[Stored data entries]
------------------------------------

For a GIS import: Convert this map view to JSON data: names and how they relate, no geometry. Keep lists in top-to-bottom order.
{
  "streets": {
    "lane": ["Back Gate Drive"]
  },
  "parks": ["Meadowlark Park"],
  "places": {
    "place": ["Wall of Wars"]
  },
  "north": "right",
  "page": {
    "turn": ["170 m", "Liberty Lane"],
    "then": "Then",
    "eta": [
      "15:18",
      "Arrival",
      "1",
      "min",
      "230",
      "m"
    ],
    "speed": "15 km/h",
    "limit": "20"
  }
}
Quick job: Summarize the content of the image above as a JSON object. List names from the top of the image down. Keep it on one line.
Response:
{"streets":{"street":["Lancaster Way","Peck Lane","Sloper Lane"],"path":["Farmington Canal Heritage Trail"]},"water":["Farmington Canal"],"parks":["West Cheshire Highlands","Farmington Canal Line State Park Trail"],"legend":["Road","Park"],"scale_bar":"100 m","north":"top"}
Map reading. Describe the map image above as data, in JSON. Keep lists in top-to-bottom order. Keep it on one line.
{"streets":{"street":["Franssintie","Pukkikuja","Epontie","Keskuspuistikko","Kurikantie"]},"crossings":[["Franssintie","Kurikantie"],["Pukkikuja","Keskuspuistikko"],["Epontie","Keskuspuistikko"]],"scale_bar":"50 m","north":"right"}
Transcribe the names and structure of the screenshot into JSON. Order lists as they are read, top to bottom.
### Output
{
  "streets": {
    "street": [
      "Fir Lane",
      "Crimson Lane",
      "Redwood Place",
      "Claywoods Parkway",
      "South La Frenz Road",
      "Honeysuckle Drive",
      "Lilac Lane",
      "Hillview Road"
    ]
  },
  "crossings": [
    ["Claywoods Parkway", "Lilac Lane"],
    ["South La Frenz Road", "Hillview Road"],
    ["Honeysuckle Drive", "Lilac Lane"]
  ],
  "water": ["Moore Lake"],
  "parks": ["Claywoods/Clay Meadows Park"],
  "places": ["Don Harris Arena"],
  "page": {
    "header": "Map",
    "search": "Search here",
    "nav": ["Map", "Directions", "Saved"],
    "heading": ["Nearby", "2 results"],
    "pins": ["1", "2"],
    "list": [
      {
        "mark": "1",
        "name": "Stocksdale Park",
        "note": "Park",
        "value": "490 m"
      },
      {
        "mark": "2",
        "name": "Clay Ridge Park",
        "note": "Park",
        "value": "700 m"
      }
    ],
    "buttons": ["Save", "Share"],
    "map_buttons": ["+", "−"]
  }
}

------------------------------------

The data above needs retyping. Reproduce each line exactly.

** Output below **
For a GIS import: Convert this map view to JSON data: names and how they relate, no geometry. Keep lists in top-to-bottom order.
{
  "streets": {
    "lane": ["Back Gate Drive"]
  },
  "parks": ["Meadowlark Park"],
  "places": {
    "place": ["Wall of Wars"]
  },
  "north": "right",
  "page": {
    "turn": ["170 m", "Liberty Lane"],
    "then": "Then",
    "eta": [
      "15:18",
      "Arrival",
      "1",
      "min",
      "230",
      "m"
    ],
    "speed": "15 km/h",
    "limit": "20"
  }
}
Quick job: Summarize the content of the image above as a JSON object. List names from the top of the image down. Keep it on one line.
Response:
{"streets":{"street":["Lancaster Way","Peck Lane","Sloper Lane"],"path":["Farmington Canal Heritage Trail"]},"water":["Farmington Canal"],"parks":["West Cheshire Highlands","Farmington Canal Line State Park Trail"],"legend":["Road","Park"],"scale_bar":"100 m","north":"top"}
Map reading. Describe the map image above as data, in JSON. Keep lists in top-to-bottom order. Keep it on one line.
{"streets":{"street":["Franssintie","Pukkikuja","Epontie","Keskuspuistikko","Kurikantie"]},"crossings":[["Franssintie","Kurikantie"],["Pukkikuja","Keskuspuistikko"],["Epontie","Keskuspuistikko"]],"scale_bar":"50 m","north":"right"}
Transcribe the names and structure of the screenshot into JSON. Order lists as they are read, top to bottom.
### Output
{
  "streets": {
    "street": [
      "Fir Lane",
      "Crimson Lane",
      "Redwood Place",
      "Claywoods Parkway",
      "South La Frenz Road",
      "Honeysuckle Drive",
      "Lilac Lane",
      "Hillview Road"
    ]
  },
  "crossings": [
    ["Claywoods Parkway", "Lilac Lane"],
    ["South La Frenz Road", "Hillview Road"],
    ["Honeysuckle Drive", "Lilac Lane"]
  ],
  "water": ["Moore Lake"],
  "parks": ["Claywoods/Clay Meadows Park"],
  "places": ["Don Harris Arena"],
  "page": {
    "header": "Map",
    "search": "Search here",
    "nav": ["Map", "Directions", "Saved"],
    "heading": ["Nearby", "2 results"],
    "pins": ["1", "2"],
    "list": [
      {
        "mark": "1",
        "name": "Stocksdale Park",
        "note": "Park",
        "value": "490 m"
      },
      {
        "mark": "2",
        "name": "Clay Ridge Park",
        "note": "Park",
        "value": "700 m"
      }
    ],
    "buttons": ["Save", "Share"],
    "map_buttons": ["+", "−"]
  }
}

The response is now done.